╭─ MATERIAL SHOWN

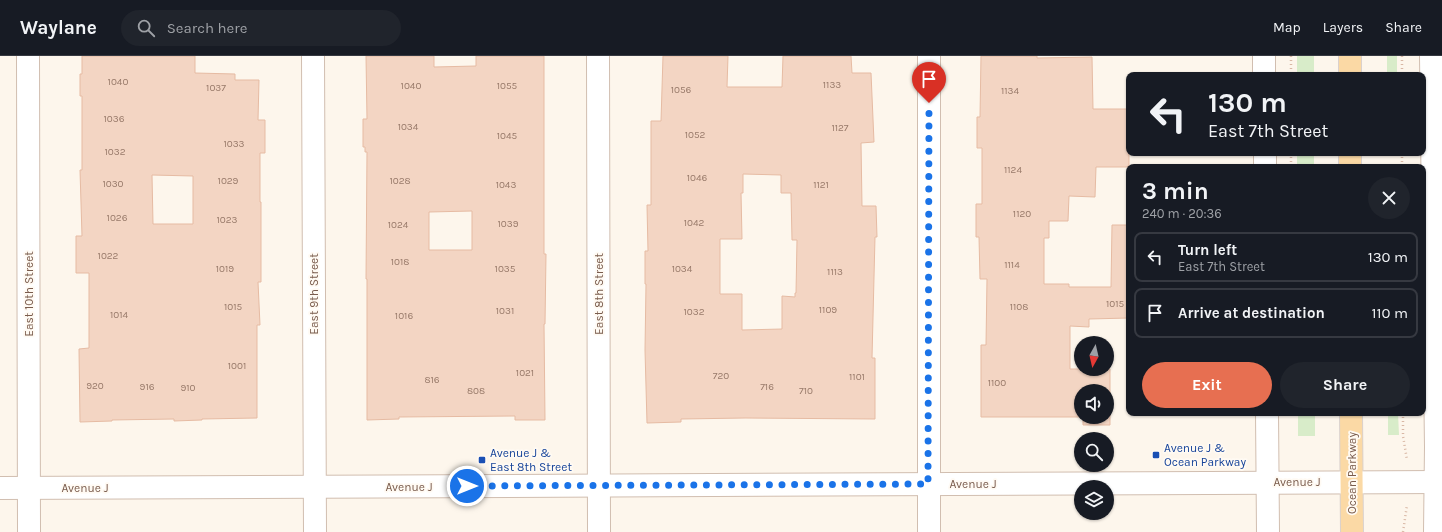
<!DOCTYPE html>
<meta charset="utf-8">
<style>
:root{--surface:#171b24;--page:#20242c;--text:#f1f3f6;--muted:#9ea1a6;--line:#363941;--accent:#e76f51}
body{margin:0;font-family:Karla,sans-serif;background:var(--page);color:var(--text);height:100vh;display:flex;flex-direction:column;font-size:15px;white-space:nowrap}
*{box-sizing:border-box;margin:0}
p{font-size:13px;color:var(--muted)}
.icon{flex:none;width:22px;height:22px;fill:none;stroke:currentColor;stroke-width:2;stroke-linecap:round;stroke-linejoin:round}
.map{position:relative;flex:1;overflow:hidden}
.panel{position:absolute;left:1126px;top:108px;width:300px;height:252px;display:flex;flex-direction:column;background:var(--surface);border-radius:8px;box-shadow:0 1px 3px #0004}
.panel>*{flex:none}
.hud{position:absolute;left:1126px;top:16px;width:300px;height:84px;border-radius:8px;box-shadow:0 1px 3px #0004;background:#171b24;color:var(--text);overflow:hidden}
.needle{width:26px;rotate:188deg}
.buttons{position:absolute;left:1074px;top:280px;display:grid;gap:8px}
.buttons a{display:grid;place-items:center;width:40px;height:40px;border-radius:50%;background:var(--surface);box-shadow:0 1px 3px #0004;font-size:20px}
.pin{position:absolute;display:grid;place-items:center;width:34px;height:34px;color:#fff;margin:-41px -17px;border-radius:50% 50% 50% 0;rotate:-45deg;box-shadow:0 0 4px #0007}
.pin .icon{rotate:45deg}
.me{position:absolute;width:44px;margin:-22px;rotate:90deg;stroke-linejoin:round;filter:drop-shadow(0 0 3px #0008)}
.turn{display:flex;align-items:center;gap:14px;height:84px;padding:0 16px;font-size:18px}
.turn .icon{width:52px;height:52px;stroke-width:2.5}
.turn b{display:block;font-size:28px;line-height:34px}
.round{display:grid;place-items:center;flex:none;width:42px;height:42px;border-radius:21px;background:var(--page)}
.headline{display:flex;align-items:center;justify-content:space-between;height:68px;padding:0 16px}
h1{font-size:24px;font-weight:700;line-height:30px}
.cta{display:flex;gap:8px;margin-top:auto;padding:8px 16px}
.cta a{flex:1;height:46px;border-radius:24px;background:var(--accent);color:#fff;font-size:16px;font-weight:700;line-height:46px;text-align:center}
.cta a+a{background:var(--page);color:var(--text)}
ul{padding:0;list-style:none}
li{display:flex;align-items:center;gap:12px;height:50px;margin:0 8px 6px;padding:0 8px;border:2px solid var(--line);border-radius:8px}
li div{flex:1}
li b{display:block;font-size:15px}
li em{font-style:normal}
header{display:flex;align-items:center;gap:24px;box-sizing:border-box;height:56px;padding:0 20px;background:var(--surface);border-bottom:1px solid var(--line)}
header strong{font-size:19px}
nav{display:flex;gap:22px;margin-inline-start:auto;font-size:14px}
.search{width:280px;height:36px;background:var(--page);display:flex;align-items:center;gap:10px;box-sizing:border-box;padding:0 14px;border-radius:22px;color:var(--muted);font-size:15px}
.map>svg:first-child{display:block}
</style>
<header>
<strong>Waylane</strong>
<div class="search"><svg class="icon" aria-label="search" viewBox="0 0 24 24"><circle cx="10" cy="10" r="6"/><path d="M15 15l6 6"/></svg>Search here</div>
<nav><a>Map</a><a>Layers</a><a>Share</a></nav>
</header>
<div class="map">
<svg width="1442" height="476" viewBox="0 0 1442 476">
<rect width="100%" height="100%" fill="#fdf6ec"/>
<g fill="#d8ecc9">
<rect x="1297" y="0" width="17" height="19"/>
<rect x="1387" y="0" width="10" height="19"/>
<rect x="1297" y="97" width="17" height="14"/>
<rect x="1298" y="357" width="17" height="23"/>
<polygon points="1388,357 1398,357 1399,379 1388,379"/>
</g>
<g fill="#f3d5c3" stroke="#e6bba3" fill-rule="evenodd">
<path d="M82 0H195V17L235 18V24H259L258 64H265V97H260V146H261V226H258L260 269H257V362L202 363V364L174 365V363L112 364V365L80 366 79 293 89 292V217H76V180H82L80 114H82V40H80V18H82ZM152 119 193 120V168H153Z"/>
<path d="M366 0H434V11L476 10V0H544V198H546L545 268H544L545 364H515V360L399 361V363L367 364V223H366L367 96H365V91H363V63H367ZM472 155V194H429V156Z"/>
<path d="M663 0H728L727 31H782L783 0H851L852 17H871L874 86 861 87 862 150H876L877 181H875L872 302H875V363L745 362 681 363V366L647 367 645 294 646 228H645V195H648L647 149H651V65H661ZM743 118 781 119V137H791L792 184H797L796 237H795V241L782 240V273L742 274V238H720V183H742L741 137H743Z"/>
<path d="M981 0H1037V2L1092 1 1093 53H1129V111H1096L1095 141 1069 140 1068 165H1049V182H1044V228H1069V231H1111L1112 169H1129V262L1089 263V271L1070 270V313H1110V369H1083V361H981V289H986L987 223H980L979 181H976V148H982V92H977V61H980ZM1081 335H1107V361H1081Z"/>
</g>
<g fill="none" stroke-linecap="round" stroke-linejoin="round">
<g stroke="#d1beb0" stroke-width="24">
<g id="minor">
<polyline points="28,0 29,476"/>
<polyline points="313,0 315,476"/>
<polyline points="598,0 599,476"/>
<polyline points="929,0 929,476"/>
<polyline points="1264,0 1264,19"/>
<polyline points="1431,0 1436,391 1435,476"/>
<polyline points="1265,97 1265,111"/>
<polyline points="1267,357 1268,476"/>
<polyline points="0,432 1442,426"/>
</g>
</g>
<g stroke="#dad1cd" stroke-width="24">
<g id="primary">
<polyline points="1350,0 1350,19"/>
<polyline points="1350,97 1350,111"/>
<polyline points="1351,357 1352,476"/>
</g>
</g>
<g stroke="#d9b8a5" stroke-width="2.5" stroke-dasharray="1 3" stroke-linecap="butt">
<polyline points="1291,0 1291,19"/>
<polyline points="1402,0 1402,19"/>
<polyline points="1291,97 1291,111"/>
<polyline points="1402,97 1402,111"/>
<polyline points="1403,357 1403,380 1407,404"/>
<polyline points="1403,476 1407,449"/>
</g>
<use href="#minor" stroke="#fff" stroke-width="22"/>
<use href="#primary" stroke="#fbd9a5" stroke-width="22"/>
</g>
<g fill="none" stroke-linecap="round" stroke-linejoin="round">
<polyline stroke="#1a73e8" stroke-width="7" stroke-dasharray="0 12.6" points="467,430 928,428 929,47"/>
</g>
<g fill="#1a4fb4" stroke="#fffaf3" stroke-width="1.5">
<rect x="1152" y="395" width="8" height="8" rx="2"/>
<rect x="478" y="400" width="8" height="8" rx="2"/>
</g>
<g text-anchor="middle" stroke-width="3.5" stroke-linejoin="round" paint-order="stroke">
<g font-size="10" fill="#987a6a">
<text x="118" y="29">1040</text>
<text x="832" y="32">1133</text>
<text x="411" y="33">1040</text>
<text x="507" y="33">1055</text>
<text x="216" y="35">1037</text>
<text x="681" y="37">1056</text>
<text x="1010" y="38">1134</text>
<text x="114" y="66">1036</text>
<text x="408" y="74">1034</text>
<text x="840" y="75">1127</text>
<text x="695" y="82">1052</text>
<text x="507" y="83">1045</text>
<text x="234" y="91">1033</text>
<text x="115" y="99">1032</text>
<text x="1013" y="117">1124</text>
<text x="697" y="125">1046</text>
<text x="228" y="128">1029</text>
<text x="400" y="128">1028</text>
<text x="113" y="131">1030</text>
<text x="506" y="132">1043</text>
<text x="821" y="132">1121</text>
<text x="1022" y="161">1120</text>
<text x="117" y="165">1026</text>
<text x="227" y="167">1023</text>
<text x="694" y="170">1042</text>
<text x="508" y="171">1039</text>
<text x="398" y="172">1024</text>
<text x="108" y="203">1022</text>
<text x="400" y="209">1018</text>
<text x="1012" y="212">1114</text>
<text x="225" y="216">1019</text>
<text x="505" y="216">1035</text>
<text x="682" y="216">1034</text>
<text x="835" y="219">1113</text>
<text x="1115" y="251">1015</text>
<text x="233" y="254">1015</text>
<text x="1019" y="254">1108</text>
<text x="828" y="257">1109</text>
<text x="505" y="258">1031</text>
<text x="694" y="259">1032</text>
<text x="119" y="262">1014</text>
<text x="404" y="263">1016</text>
<text x="237" y="313">1001</text>
<text x="525" y="320">1021</text>
<text x="721" y="323">720</text>
<text x="857" y="324">1101</text>
<text x="432" y="327">816</text>
<text x="997" y="330">1100</text>
<text x="95" y="333">920</text>
<text x="147" y="334">916</text>
<text x="767" y="334">716</text>
<text x="188" y="335">910</text>
<text x="476" y="338">808</text>
<text x="806" y="338">710</text>
</g>
<g font-size="12" fill="#7a5c4d" stroke="#fffaf3">
<text transform="translate(29 238) rotate(-90)" y="4">East 10th Street</text>
<text transform="translate(314 238) rotate(-90)" y="4">East 9th Street</text>
<text transform="translate(599 238) rotate(-90)" y="4">East 8th Street</text>
<text transform="translate(1352 417) rotate(-90)" y="4">Ocean Parkway</text>
<text x="1297" y="430">Avenue J</text>
<text x="973" y="432">Avenue J</text>
<text x="409" y="435">Avenue J</text>
<text x="85" y="436">Avenue J</text>
</g>
<g font-size="12" fill="#164399" stroke="#fffaf3" text-anchor="start">
<text x="1164" y="396">Avenue J &amp;<tspan x="1164" dy="14">Ocean Parkway</tspan></text>
<text x="490" y="401">Avenue J &amp;<tspan x="490" dy="14">East 8th Street</tspan></text>
</g>
</g>
</svg>
<div class="buttons">
<a><svg class="needle" viewBox="-14 -14 28 28"><path d="M0-13l5 13h-10z" fill="#e53935"/><path d="M0 13l5-13h-10z" fill="#9ea1a6"/></svg></a>
<a><svg class="icon" aria-label="sound" viewBox="0 0 24 24"><path d="M4 9h4l5-4v14l-5-4H4zM17 9q2 3 0 6"/></svg></a>
<a><svg class="icon" aria-label="search" viewBox="0 0 24 24"><circle cx="10" cy="10" r="6"/><path d="M15 15l6 6"/></svg></a>
<a><svg class="icon" aria-label="layers" viewBox="0 0 24 24"><path d="M12 4l9 5-9 5-9-5zM3 14l9 5 9-5"/></svg></a>
</div>
<div class="pin" style="left:929px;top:47px;background:#d93025"><svg class="icon" aria-label="arrive" viewBox="0 0 24 24"><path d="M6 21V4h12l-3 4 3 4H6"/></svg></div>
<svg class="me" style="left:467px;top:430px" viewBox="-20 -20 40 40"><circle r="17" fill="#1a73e8" stroke="#fff" stroke-width="3"/><path d="M0-11L8 9 0 5-8 9z" fill="#fff"/></svg>
<div class="hud">
<div class="turn"><svg class="icon" aria-label="left" viewBox="0 0 24 24"><path d="M17 20v-9H6M10 6l-5 5 5 5"/></svg><div><b>130 m</b>East 7th Street</div></div>
</div>
<section class="panel">
<div class="headline"><div><h1>3 min</h1><p>240 m · 20:36</p></div><a class="round"><svg class="icon" aria-label="close" viewBox="0 0 24 24"><path d="M6 6l12 12M18 6L6 18"/></svg></a></div>
<ul>
<li><svg class="icon" aria-label="left" viewBox="0 0 24 24"><path d="M17 20v-9H6M10 6l-5 5 5 5"/></svg><div><b>Turn left</b><p>East 7th Street</p></div><em>130 m</em></li>
<li><svg class="icon" aria-label="arrive" viewBox="0 0 24 24"><path d="M6 21V4h12l-3 4 3 4H6"/></svg><div><b>Arrive at destination</b></div><em>110 m</em></li>
</ul>
<div class="cta"><a>Exit</a><a>Share</a></div>
</section>
</div>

╰─

▸ WHAT TO DO: If a line of the data holds the string "grid", list it.

▸ RESPONSE BELOW:
.buttons{position:absolute;left:1074px;top:280px;display:grid;gap:8px}
.buttons a{display:grid;place-items:center;width:40px;height:40px;border-radius:50%;background:var(--surface);box-shadow:0 1px 3px #0004;font-size:20px}
.pin{position:absolute;display:grid;place-items:center;width:34px;height:34px;color:#fff;margin:-41px -17px;border-radius:50% 50% 50% 0;rotate:-45deg;box-shadow:0 0 4px #0007}
.round{display:grid;place-items:center;flex:none;width:42px;height:42px;border-radius:21px;background:var(--page)}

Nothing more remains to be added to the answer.